■ Your instructions ■
Reproduce the entries exactly, but keep the pictures out of the copy.

■ The input ■
============================================================

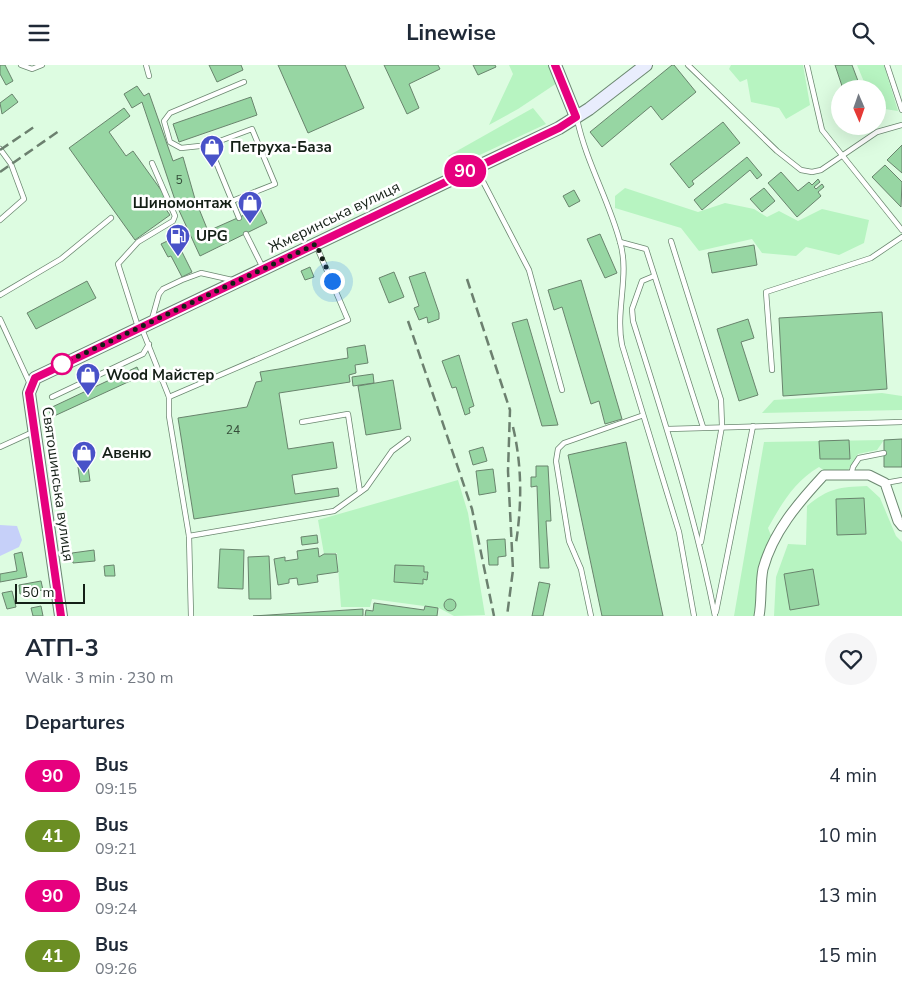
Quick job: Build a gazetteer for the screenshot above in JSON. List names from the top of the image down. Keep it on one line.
{"streets":{"main road":["Жмеринська вулиця","Святошинська вулиця"]},"crossings":[["Жмеринська вулиця","Святошинська вулиця"]],"places":{"shop":["Петруха-База","Шиномонтаж","Wood Майстер","Авеню"],"fuel station":["UPG"]},"lines":["bus line 90"],"house_numbers":["5","24"],"scale_bar":"50 m","north":"bottom","page":{"header":"Linewise","on_map":"90","scale":"50 m","heading":[["АТП-3","Walk · 3 min · 230 m"],"Departures"],"list":[{"mark":"90","name":"Bus","note":"09:15","value":"4 min"},{"mark":"41","name":"Bus","note":"09:21","value":"10 min"},{"mark":"90","name":"Bus","note":"09:24","value":"13 min"},{"mark":"41","name":"Bus","note":"09:26","value":"15 min"}]}}
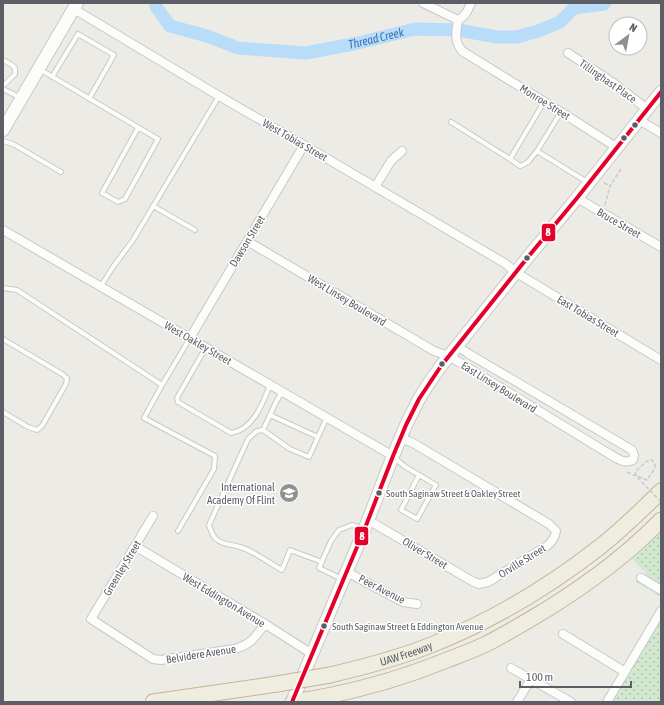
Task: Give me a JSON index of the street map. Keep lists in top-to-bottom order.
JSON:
{
  "streets": {
    "highway": ["UAW Freeway"],
    "street": [
      "Tillinghast Place",
      "Monroe Street",
      "West Tobias Street",
      "Bruce Street",
      "Dawson Street",
      "West Linsey Boulevard",
      "East Tobias Street",
      "West Oakley Street",
      "East Linsey Boulevard",
      "Oliver Street",
      "Orville Street",
      "Greenley Street",
      "Peer Avenue",
      "West Eddington Avenue",
      "Belvidere Avenue"
    ]
  },
  "crossings": [
    ["West Tobias Street", "Dawson Street"],
    ["West Tobias Street", "East Tobias Street"],
    ["Dawson Street", "West Linsey Boulevard"],
    ["Dawson Street", "West Oakley Street"],
    ["West Linsey Boulevard", "East Linsey Boulevard"],
    ["Oliver Street", "Orville Street"],
    ["Greenley Street", "West Eddington Avenue"],
    ["Greenley Street", "Belvidere Avenue"],
    ["West Eddington Avenue", "Belvidere Avenue"]
  ],
  "water": ["Thread Creek"],
  "places": {
    "school or university": ["International Academy Of Flint"],
    "other": ["South Saginaw Street & Oakley Street", "South Saginaw Street & Eddington Avenue"]
  },
  "lines": ["transit line 8"],
  "scale_bar": "100 m",
  "north": "top right"
}
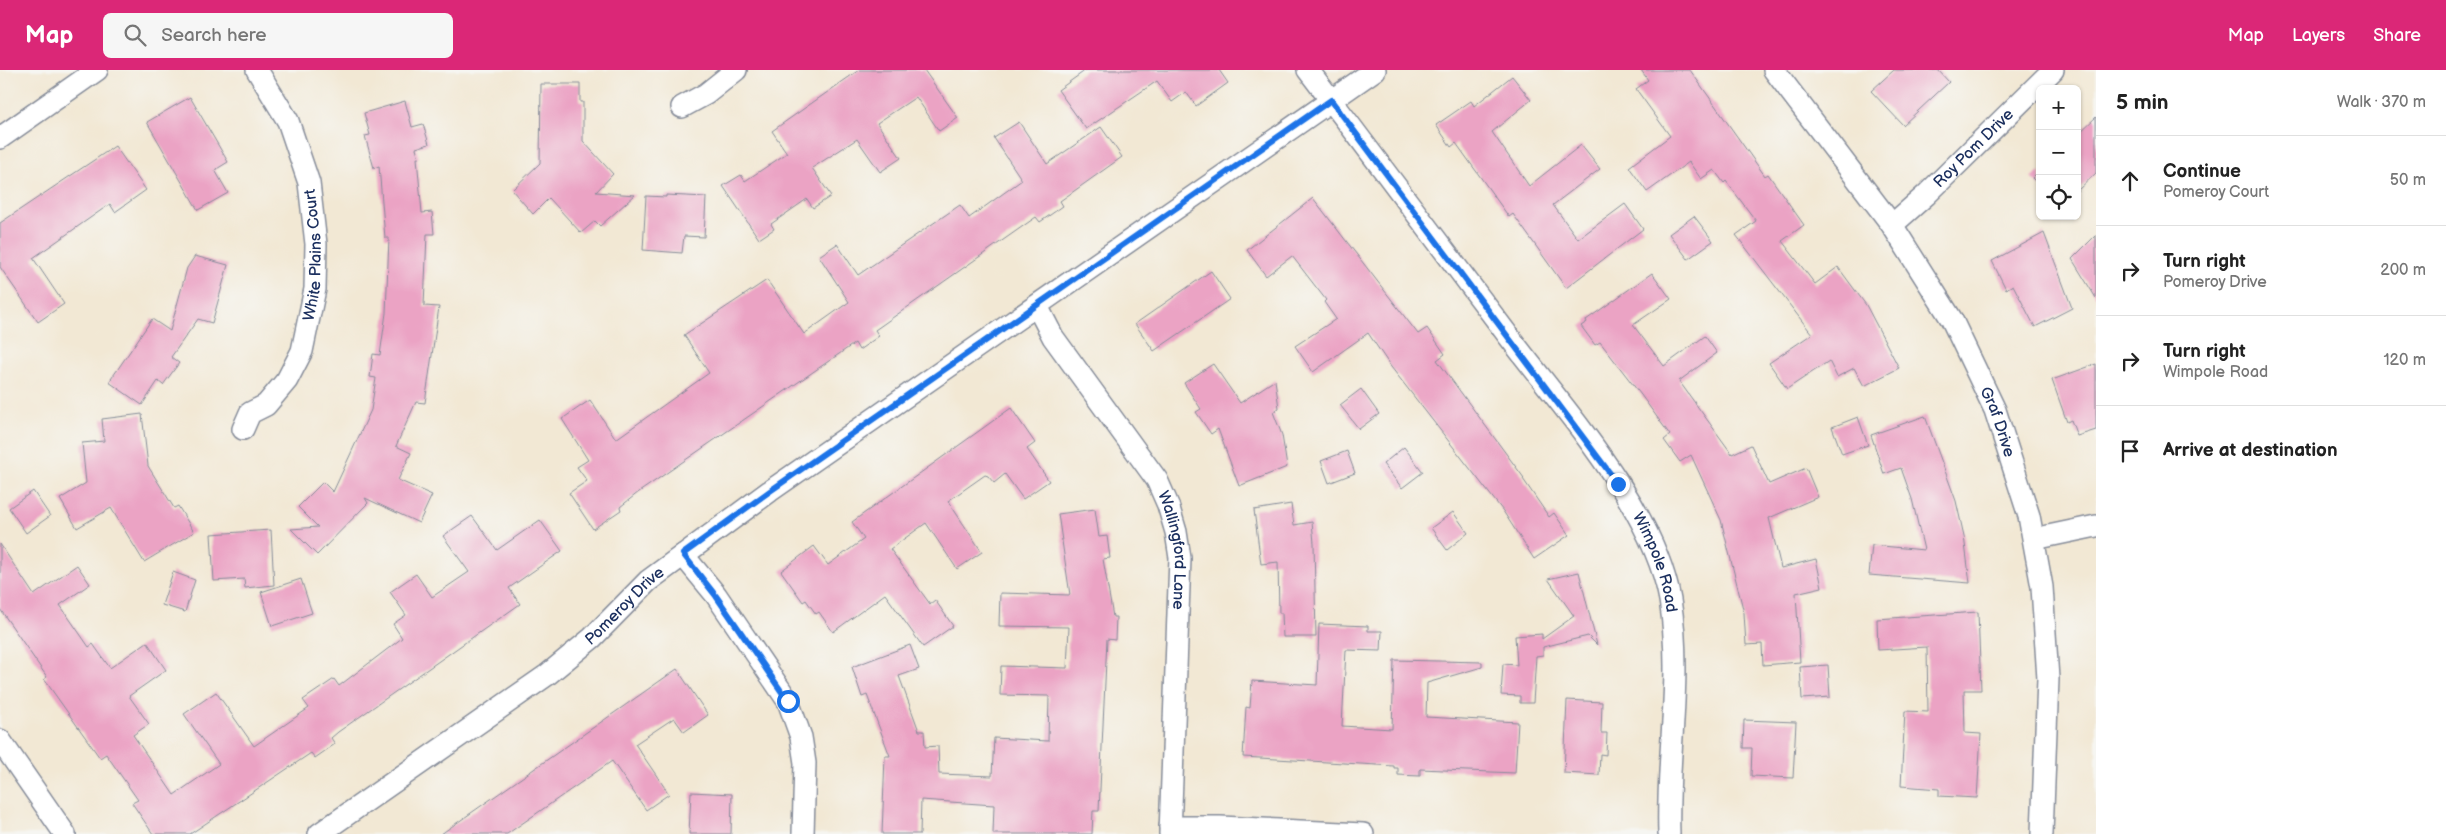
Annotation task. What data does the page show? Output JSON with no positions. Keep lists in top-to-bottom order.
{
  "streets": {
    "street": [
      "Roy Pom Drive",
      "White Plains Court",
      "Graf Drive",
      "Wallingford Lane",
      "Wimpole Road",
      "Pomeroy Drive"
    ]
  },
  "crossings": [
    ["Roy Pom Drive", "Graf Drive"],
    ["Wallingford Lane", "Pomeroy Drive"],
    ["Wimpole Road", "Pomeroy Drive"]
  ],
  "page": {
    "header": "Map",
    "search": "Search here",
    "nav": ["Map", "Layers", "Share"],
    "heading": ["5 min", "Walk · 370 m"],
    "map_buttons": ["+", "−"],
    "list": [
      ["Continue", "Pomeroy Court", "50 m"],
      ["Turn right", "Pomeroy Drive", "200 m"],
      ["Turn right", "Wimpole Road", "120 m"],
      "Arrive at destination"
    ]
  }
}
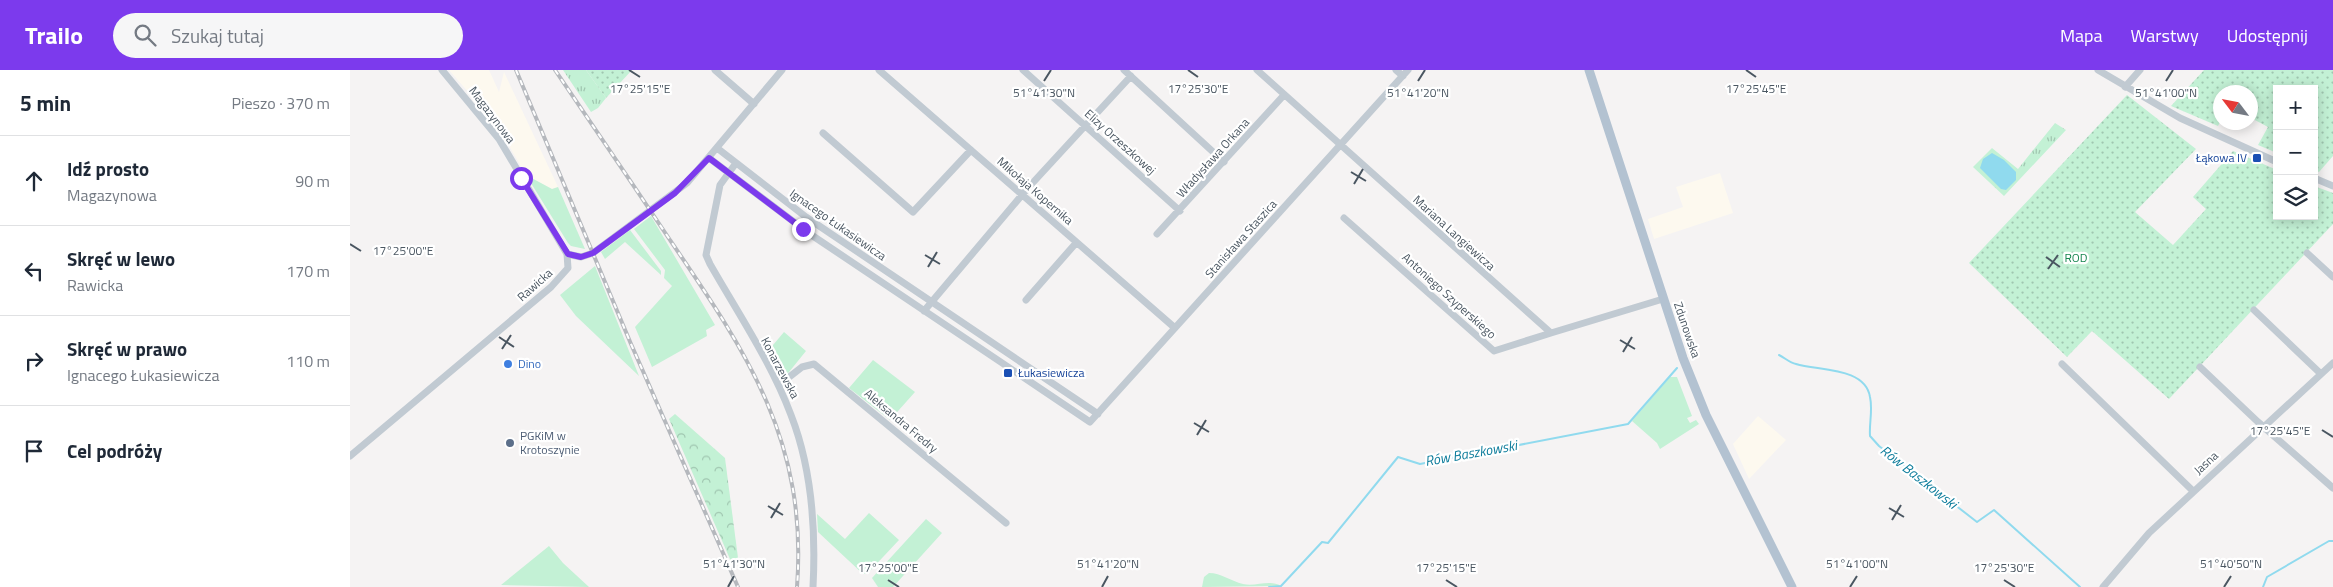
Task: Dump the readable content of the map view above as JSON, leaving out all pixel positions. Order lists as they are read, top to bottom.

============================================================

■ Answer section ■
Quick job: Build a gazetteer for the screenshot above in JSON. List names from the top of the image down. Keep it on one line.
{"streets":{"main road":["Жмеринська вулиця","Святошинська вулиця"]},"crossings":[["Жмеринська вулиця","Святошинська вулиця"]],"places":{"shop":["Петруха-База","Шиномонтаж","Wood Майстер","Авеню"],"fuel station":["UPG"]},"lines":["bus line 90"],"house_numbers":["5","24"],"scale_bar":"50 m","north":"bottom","page":{"header":"Linewise","on_map":"90","scale":"50 m","heading":[["АТП-3","Walk · 3 min · 230 m"],"Departures"],"list":[{"mark":"90","name":"Bus","note":"09:15","value":"4 min"},{"mark":"41","name":"Bus","note":"09:21","value":"10 min"},{"mark":"90","name":"Bus","note":"09:24","value":"13 min"},{"mark":"41","name":"Bus","note":"09:26","value":"15 min"}]}}
Task: Give me a JSON index of the street map. Keep lists in top-to-bottom order.
JSON:
{
  "streets": {
    "highway": ["UAW Freeway"],
    "street": [
      "Tillinghast Place",
      "Monroe Street",
      "West Tobias Street",
      "Bruce Street",
      "Dawson Street",
      "West Linsey Boulevard",
      "East Tobias Street",
      "West Oakley Street",
      "East Linsey Boulevard",
      "Oliver Street",
      "Orville Street",
      "Greenley Street",
      "Peer Avenue",
      "West Eddington Avenue",
      "Belvidere Avenue"
    ]
  },
  "crossings": [
    ["West Tobias Street", "Dawson Street"],
    ["West Tobias Street", "East Tobias Street"],
    ["Dawson Street", "West Linsey Boulevard"],
    ["Dawson Street", "West Oakley Street"],
    ["West Linsey Boulevard", "East Linsey Boulevard"],
    ["Oliver Street", "Orville Street"],
    ["Greenley Street", "West Eddington Avenue"],
    ["Greenley Street", "Belvidere Avenue"],
    ["West Eddington Avenue", "Belvidere Avenue"]
  ],
  "water": ["Thread Creek"],
  "places": {
    "school or university": ["International Academy Of Flint"],
    "other": ["South Saginaw Street & Oakley Street", "South Saginaw Street & Eddington Avenue"]
  },
  "lines": ["transit line 8"],
  "scale_bar": "100 m",
  "north": "top right"
}
Annotation task. What data does the page show? Output JSON with no positions. Keep lists in top-to-bottom order.
{
  "streets": {
    "street": [
      "Roy Pom Drive",
      "White Plains Court",
      "Graf Drive",
      "Wallingford Lane",
      "Wimpole Road",
      "Pomeroy Drive"
    ]
  },
  "crossings": [
    ["Roy Pom Drive", "Graf Drive"],
    ["Wallingford Lane", "Pomeroy Drive"],
    ["Wimpole Road", "Pomeroy Drive"]
  ],
  "page": {
    "header": "Map",
    "search": "Search here",
    "nav": ["Map", "Layers", "Share"],
    "heading": ["5 min", "Walk · 370 m"],
    "map_buttons": ["+", "−"],
    "list": [
      ["Continue", "Pomeroy Court", "50 m"],
      ["Turn right", "Pomeroy Drive", "200 m"],
      ["Turn right", "Wimpole Road", "120 m"],
      "Arrive at destination"
    ]
  }
}
Task: Dump the readable content of the map view above as JSON, leaving out all pixel positions. Order lists as they are read, top to bottom.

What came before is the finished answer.